Steinbrücks mächtiger Kiefer

Gastkommentar Konsumgutscheine sind eine zu "pfiffige Idee"

Die Krise bringt nicht nur die Krise, sondern auch Albernheiten hervor. So hört und liest man, dass sie eine "neue Ehrlichkeit" im Schlepptau führe - gegen den Selbstbetrug der Derivate und die Lüge, dass breit gestreute Schulden breit gestreuten Reichtum hervorbringen. Die neue Ehrlichkeit tritt auf breiter Front gegen die Gier an, die etwas Verschlagenes an sich hat. Das Gesicht für diese Schlacht ist das des Cholerikers Steinbrück, der seine naturbelassene Ehrlichkeit mit wiederkehrenden muskulösen Bonmots feiert.

Eine weitere heitere Seite der Krise ist, dass sie Volkseigentum ist, "unsere" Krise, und "wir alle" in ihr stecken. Weil es bekanntlich ja auch unser Staat, unsere Autoindustrie und unsere Banken sind. Und natürlich unser Geld, mit dem sie gerettet werden müssen (das jedoch angeblich nur symbolisch gebraucht wird).

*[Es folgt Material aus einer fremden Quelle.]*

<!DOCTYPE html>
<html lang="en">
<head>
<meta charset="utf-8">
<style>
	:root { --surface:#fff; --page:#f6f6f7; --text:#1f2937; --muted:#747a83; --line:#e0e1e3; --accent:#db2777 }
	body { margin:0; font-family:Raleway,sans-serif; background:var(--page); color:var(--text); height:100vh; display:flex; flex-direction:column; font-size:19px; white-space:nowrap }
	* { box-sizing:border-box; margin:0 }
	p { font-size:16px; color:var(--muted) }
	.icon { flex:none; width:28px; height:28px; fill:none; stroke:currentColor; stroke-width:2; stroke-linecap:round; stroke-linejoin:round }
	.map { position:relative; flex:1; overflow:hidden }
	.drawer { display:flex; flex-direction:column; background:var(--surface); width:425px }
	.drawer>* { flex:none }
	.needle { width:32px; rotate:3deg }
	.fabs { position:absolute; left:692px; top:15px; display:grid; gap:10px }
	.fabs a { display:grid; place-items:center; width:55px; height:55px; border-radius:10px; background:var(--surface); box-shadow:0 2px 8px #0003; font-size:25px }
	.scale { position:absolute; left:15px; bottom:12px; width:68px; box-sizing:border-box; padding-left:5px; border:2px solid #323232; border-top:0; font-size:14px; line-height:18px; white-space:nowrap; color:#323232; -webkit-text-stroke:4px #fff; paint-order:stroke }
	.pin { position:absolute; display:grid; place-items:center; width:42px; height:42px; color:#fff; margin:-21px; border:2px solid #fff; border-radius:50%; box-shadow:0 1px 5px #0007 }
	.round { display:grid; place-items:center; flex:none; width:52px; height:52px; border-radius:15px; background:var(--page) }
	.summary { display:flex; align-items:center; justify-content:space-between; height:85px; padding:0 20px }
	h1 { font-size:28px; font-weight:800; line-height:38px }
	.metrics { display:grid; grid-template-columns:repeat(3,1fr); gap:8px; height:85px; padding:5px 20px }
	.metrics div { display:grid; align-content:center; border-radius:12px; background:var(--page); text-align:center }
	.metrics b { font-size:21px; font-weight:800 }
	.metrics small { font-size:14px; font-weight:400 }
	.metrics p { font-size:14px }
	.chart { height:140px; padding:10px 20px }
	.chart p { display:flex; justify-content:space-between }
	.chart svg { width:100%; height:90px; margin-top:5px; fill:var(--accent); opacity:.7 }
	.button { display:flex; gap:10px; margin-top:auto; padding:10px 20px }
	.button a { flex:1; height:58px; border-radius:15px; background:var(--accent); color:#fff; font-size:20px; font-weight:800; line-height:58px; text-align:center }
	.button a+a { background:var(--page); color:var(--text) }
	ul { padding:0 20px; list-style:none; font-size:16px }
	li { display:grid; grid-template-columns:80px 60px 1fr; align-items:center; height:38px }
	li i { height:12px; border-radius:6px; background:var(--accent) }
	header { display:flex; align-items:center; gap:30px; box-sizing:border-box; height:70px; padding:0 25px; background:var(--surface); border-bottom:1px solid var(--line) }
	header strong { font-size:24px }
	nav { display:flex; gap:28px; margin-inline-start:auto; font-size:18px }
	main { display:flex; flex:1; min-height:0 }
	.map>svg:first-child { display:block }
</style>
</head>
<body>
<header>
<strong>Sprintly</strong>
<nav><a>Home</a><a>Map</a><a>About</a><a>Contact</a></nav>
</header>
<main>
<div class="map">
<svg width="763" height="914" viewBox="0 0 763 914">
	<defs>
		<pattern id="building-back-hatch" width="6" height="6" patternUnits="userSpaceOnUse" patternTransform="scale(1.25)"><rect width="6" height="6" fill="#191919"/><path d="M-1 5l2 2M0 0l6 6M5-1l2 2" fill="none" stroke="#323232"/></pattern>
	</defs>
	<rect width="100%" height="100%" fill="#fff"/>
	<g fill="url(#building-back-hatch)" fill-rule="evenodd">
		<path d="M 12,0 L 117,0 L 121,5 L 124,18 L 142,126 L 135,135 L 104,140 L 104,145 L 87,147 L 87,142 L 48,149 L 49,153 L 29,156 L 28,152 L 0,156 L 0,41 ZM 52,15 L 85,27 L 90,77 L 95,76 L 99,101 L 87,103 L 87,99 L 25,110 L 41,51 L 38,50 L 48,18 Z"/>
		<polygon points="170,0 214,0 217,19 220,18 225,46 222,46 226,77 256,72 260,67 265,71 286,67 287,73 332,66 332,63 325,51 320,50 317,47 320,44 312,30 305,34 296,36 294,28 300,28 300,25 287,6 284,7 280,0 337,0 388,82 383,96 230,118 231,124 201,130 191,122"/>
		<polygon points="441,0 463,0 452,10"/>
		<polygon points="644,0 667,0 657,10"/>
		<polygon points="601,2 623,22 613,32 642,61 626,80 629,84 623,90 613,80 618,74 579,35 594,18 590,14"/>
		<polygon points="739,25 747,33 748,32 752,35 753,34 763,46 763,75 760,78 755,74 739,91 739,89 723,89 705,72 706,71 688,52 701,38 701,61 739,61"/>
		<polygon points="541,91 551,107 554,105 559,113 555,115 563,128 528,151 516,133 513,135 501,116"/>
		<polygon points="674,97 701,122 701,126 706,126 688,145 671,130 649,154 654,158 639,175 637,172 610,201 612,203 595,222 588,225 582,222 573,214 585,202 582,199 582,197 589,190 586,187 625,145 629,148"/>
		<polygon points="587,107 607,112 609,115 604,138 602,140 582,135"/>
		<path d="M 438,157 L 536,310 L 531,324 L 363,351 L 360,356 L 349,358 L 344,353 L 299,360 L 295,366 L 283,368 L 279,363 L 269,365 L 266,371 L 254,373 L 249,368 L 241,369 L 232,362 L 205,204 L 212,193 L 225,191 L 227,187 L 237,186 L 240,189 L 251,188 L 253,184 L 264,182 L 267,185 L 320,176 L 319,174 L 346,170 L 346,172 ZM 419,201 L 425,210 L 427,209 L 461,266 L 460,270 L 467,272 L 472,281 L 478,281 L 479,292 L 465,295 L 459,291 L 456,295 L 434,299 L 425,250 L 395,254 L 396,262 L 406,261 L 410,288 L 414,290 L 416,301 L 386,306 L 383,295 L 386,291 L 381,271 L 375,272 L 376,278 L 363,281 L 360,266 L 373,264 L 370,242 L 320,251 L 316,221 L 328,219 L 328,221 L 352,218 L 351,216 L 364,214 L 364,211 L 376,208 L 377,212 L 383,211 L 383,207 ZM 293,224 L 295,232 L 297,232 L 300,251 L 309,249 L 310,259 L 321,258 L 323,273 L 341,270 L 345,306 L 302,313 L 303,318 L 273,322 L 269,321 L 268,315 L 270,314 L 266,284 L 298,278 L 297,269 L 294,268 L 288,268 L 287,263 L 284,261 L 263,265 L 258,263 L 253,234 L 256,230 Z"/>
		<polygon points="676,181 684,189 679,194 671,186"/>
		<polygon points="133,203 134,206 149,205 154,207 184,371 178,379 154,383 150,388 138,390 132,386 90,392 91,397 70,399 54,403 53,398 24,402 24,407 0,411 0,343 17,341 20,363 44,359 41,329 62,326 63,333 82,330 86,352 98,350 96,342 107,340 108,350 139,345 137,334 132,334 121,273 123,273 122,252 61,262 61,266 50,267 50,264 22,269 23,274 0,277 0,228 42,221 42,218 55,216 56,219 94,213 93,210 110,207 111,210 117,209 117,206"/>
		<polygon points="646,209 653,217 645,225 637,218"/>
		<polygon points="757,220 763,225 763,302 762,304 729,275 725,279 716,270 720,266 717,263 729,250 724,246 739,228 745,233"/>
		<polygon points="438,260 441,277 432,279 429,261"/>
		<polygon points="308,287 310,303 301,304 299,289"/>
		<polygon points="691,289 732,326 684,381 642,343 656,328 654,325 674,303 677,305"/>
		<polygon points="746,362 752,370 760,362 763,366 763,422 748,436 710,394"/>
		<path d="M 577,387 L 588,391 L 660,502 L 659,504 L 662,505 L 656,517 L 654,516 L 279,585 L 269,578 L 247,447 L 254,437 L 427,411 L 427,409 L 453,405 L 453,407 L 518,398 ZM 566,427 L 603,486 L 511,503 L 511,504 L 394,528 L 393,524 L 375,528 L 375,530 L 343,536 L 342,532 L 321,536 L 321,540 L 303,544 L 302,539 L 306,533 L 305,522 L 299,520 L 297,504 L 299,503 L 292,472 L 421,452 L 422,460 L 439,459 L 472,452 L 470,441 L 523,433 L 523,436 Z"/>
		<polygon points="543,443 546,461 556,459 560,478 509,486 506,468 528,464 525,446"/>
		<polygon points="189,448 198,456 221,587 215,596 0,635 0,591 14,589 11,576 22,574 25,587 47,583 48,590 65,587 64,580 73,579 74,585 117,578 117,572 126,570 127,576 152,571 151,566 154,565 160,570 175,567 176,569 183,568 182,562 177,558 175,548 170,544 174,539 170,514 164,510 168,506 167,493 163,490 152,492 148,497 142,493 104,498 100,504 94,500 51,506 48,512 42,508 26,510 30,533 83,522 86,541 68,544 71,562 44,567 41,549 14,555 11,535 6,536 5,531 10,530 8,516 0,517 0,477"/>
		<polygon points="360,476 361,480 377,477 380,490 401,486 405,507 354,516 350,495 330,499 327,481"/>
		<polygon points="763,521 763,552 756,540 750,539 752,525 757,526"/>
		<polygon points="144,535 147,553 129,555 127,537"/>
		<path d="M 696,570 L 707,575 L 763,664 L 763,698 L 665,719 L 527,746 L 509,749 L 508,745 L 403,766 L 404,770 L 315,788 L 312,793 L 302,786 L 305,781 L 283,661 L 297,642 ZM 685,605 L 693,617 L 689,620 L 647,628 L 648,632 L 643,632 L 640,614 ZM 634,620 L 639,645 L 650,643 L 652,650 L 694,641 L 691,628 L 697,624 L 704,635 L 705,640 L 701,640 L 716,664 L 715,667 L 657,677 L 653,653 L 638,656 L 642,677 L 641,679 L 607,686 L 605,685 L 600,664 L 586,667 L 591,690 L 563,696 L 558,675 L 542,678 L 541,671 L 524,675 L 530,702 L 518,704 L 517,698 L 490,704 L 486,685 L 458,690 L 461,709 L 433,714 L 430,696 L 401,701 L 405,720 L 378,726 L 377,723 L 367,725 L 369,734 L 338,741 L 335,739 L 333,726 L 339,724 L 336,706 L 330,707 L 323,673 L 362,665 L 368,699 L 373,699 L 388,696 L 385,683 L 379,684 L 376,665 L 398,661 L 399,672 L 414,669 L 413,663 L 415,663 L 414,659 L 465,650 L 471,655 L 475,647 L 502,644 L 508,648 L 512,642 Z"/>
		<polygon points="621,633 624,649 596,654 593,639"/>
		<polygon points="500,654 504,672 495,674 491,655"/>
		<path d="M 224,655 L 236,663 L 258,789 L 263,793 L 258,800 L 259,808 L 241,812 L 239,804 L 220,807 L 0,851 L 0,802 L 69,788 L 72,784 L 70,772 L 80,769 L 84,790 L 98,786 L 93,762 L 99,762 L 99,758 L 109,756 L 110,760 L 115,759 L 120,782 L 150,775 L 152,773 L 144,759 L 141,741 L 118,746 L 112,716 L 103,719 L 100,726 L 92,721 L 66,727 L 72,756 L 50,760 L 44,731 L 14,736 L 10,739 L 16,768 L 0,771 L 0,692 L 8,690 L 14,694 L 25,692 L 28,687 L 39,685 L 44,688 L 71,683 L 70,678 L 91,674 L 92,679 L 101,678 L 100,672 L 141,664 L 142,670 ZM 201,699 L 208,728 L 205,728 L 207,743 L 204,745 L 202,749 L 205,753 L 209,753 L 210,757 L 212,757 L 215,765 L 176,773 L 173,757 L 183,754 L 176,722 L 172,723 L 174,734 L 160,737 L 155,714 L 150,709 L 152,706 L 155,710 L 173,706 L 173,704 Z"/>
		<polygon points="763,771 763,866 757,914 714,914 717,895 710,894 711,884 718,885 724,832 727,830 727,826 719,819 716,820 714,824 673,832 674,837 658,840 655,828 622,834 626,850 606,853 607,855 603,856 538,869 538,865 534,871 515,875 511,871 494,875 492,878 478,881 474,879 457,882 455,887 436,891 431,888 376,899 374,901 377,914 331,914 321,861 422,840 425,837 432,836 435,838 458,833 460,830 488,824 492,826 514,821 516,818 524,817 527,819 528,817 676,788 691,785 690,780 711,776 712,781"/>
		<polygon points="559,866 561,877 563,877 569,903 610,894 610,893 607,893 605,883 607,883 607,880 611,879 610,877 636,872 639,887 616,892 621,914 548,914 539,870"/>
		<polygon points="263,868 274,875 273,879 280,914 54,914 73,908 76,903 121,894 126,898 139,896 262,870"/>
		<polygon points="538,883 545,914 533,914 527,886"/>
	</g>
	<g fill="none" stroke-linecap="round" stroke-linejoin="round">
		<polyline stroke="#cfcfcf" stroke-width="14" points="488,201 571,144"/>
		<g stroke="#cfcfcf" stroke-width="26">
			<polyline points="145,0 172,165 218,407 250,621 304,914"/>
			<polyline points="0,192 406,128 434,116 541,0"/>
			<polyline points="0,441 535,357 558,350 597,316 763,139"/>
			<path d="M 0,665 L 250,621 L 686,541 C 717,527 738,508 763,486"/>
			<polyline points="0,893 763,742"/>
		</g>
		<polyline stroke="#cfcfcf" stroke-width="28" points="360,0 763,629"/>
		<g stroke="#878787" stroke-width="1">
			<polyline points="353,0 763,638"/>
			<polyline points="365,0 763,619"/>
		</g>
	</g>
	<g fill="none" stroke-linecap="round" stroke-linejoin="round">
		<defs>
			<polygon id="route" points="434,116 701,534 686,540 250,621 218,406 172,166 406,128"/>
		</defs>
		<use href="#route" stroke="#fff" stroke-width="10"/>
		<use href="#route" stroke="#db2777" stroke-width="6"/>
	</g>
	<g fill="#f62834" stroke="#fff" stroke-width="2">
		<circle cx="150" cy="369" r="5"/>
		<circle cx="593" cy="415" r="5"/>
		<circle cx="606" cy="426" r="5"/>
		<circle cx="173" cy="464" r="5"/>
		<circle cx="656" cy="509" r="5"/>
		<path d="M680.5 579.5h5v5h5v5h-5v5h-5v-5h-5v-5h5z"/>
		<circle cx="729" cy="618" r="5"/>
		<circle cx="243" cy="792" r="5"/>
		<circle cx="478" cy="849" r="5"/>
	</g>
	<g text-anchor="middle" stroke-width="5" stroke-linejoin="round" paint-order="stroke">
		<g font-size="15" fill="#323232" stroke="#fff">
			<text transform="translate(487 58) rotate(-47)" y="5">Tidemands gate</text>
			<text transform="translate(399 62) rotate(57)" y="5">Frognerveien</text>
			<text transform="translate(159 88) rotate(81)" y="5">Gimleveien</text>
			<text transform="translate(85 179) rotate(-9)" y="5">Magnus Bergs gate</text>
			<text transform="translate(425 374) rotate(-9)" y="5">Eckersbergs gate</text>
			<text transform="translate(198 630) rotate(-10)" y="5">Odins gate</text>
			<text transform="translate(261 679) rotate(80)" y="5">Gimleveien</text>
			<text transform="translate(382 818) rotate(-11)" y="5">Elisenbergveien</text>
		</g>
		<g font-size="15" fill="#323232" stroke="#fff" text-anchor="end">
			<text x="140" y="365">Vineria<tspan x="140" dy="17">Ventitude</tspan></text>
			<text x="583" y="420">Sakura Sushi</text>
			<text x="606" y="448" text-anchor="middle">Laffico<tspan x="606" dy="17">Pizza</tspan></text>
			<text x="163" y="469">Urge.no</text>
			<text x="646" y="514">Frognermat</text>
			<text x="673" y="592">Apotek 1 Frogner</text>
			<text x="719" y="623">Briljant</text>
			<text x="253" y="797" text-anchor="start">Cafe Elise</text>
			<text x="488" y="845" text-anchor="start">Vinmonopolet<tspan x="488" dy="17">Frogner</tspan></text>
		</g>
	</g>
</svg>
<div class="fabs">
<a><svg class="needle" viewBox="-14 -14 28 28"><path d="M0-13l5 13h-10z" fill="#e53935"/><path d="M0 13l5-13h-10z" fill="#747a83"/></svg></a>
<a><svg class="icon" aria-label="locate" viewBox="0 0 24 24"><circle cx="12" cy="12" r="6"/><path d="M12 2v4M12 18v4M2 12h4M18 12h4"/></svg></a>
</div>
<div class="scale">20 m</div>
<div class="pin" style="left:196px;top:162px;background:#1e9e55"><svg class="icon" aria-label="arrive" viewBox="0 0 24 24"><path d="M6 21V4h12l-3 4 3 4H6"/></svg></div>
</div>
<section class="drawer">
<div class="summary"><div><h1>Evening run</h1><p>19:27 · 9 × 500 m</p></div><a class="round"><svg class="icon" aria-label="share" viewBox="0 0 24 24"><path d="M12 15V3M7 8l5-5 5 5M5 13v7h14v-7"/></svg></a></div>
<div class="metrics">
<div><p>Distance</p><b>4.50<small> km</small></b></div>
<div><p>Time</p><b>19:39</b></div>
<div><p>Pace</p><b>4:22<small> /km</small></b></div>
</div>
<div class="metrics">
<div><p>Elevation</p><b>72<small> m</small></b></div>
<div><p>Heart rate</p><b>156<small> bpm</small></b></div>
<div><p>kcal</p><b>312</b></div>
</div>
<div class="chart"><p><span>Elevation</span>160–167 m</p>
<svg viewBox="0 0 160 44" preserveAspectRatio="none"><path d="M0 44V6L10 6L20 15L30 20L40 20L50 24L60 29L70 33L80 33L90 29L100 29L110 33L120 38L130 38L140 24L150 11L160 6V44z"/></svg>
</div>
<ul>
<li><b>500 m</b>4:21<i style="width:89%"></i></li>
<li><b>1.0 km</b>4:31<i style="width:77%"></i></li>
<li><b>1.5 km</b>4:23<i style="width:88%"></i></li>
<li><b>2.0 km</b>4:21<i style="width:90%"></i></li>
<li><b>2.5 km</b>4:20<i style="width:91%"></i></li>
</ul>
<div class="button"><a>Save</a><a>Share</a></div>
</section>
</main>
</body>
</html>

Auch die Linke (Gregor Gysi) sagt: Wenn unser lieber Staat nicht unsere lieben Banken rettet, bricht unsere liebe Wirtschaft zusammen. Bei aller Liebe - dann sind wir alle tot.

Die Krise ist nicht zuletzt unsere, weil wir sie durch unsere verdammte Sparsamkeit provoziert haben. Diesen Vorwurf können "wir" "uns", bei allem Spaß, den wir an ihr haben, nicht ersparen. Ausgenommen von ihm sind nur Leute, die sich sehr teure geländegängige Autos kaufen und auch sonst den Luxus nicht scheuen. Aber diese, die Reichen, sind jetzt wegen uns auch arm dran. Wir haben sie durch Konsumzurückhaltung - also weil wir weniger ausgeben, als wir haben - mit ins Elend der Rezession gerissen.

Zur Krise gehören auch große Inszenierungen, an denen, weil wir alle Krise sind, alle mitwirken, jung und alt, Männlein und Weiblein, arm und reich. Wie bei den Altöttinger Prozessionsspielen. Eine läuft gerade: "Die deutsche Volkskaiserin gegen den nervösen Rest der ausländischen Geschäftswelt". Die andere ging pünktlich vor dem ersten verkaufsoffenen Sonntag zu Ende, erwartungsgemäß mit einem Steinbrückschen Kracher erster Sahne. Vor gut betuchtem Hamburger Publikum in den Kammerspielen "punktete Steinbrück mit Pointen" (Focus). Der Minister rief den schenkelklatschenden Pfeffersäcken ("unserem" Mittelstand) zu: "Machen Sie es wie im vorigen Jahr! Geben Sie Ihr Geld aus!" Weil das so gut ankam, bereitete er vor dem Bundesrat der "virtuellen" beziehungsweise "Gespensterdebatte" um Konsumgutscheine vollends den Garaus. Einleitend mit den Worten "Damit das ein für alle mal klar ist" herrschte er das gutscheingierige Volk via TV an und zermalmte dessen Hoffen auf regierungsseitiges weihnachtliches Almosen mit mächtigem Kiefer.

Das war das Finale. Dem vorausgegangen waren tagelange Tests auf offener Straße (das Fernsehen immer dabei), wie wir ein Milliardengeschenk aus den warmen Händen Merkels und Steinbrücks (Müntefering: "eine pfiffige Idee") empfangen würden. Würde es uns nicht tief in unserer Würde kränken? Würden wir die Spende realiter in Unterhaltungselektronik und Business-Kostümchen investieren, um unsere Krise zu überwinden - oder etwa ich-bezogen beiseite schaffen? Würden wir den Staat, also uns alle, nicht letztlich doch bitterlich enttäuschen?

Ja, einige von uns, die in kostbaren Mänteln aus teuren Autos gestiegen waren, riefen vor teuren Geschäften, unser Staat solle die Piepen mal lieber behalten und damit unsere Banken retten - aber die Mehrheit erwies sich der Verantwortung moralisch nicht gewachsen: Sie hätte das Geld genommen und so getan, als sei das Geld Steinbrücks ihr Geld, statt es umgehend unserer Wirtschaft zurück zu erstatten!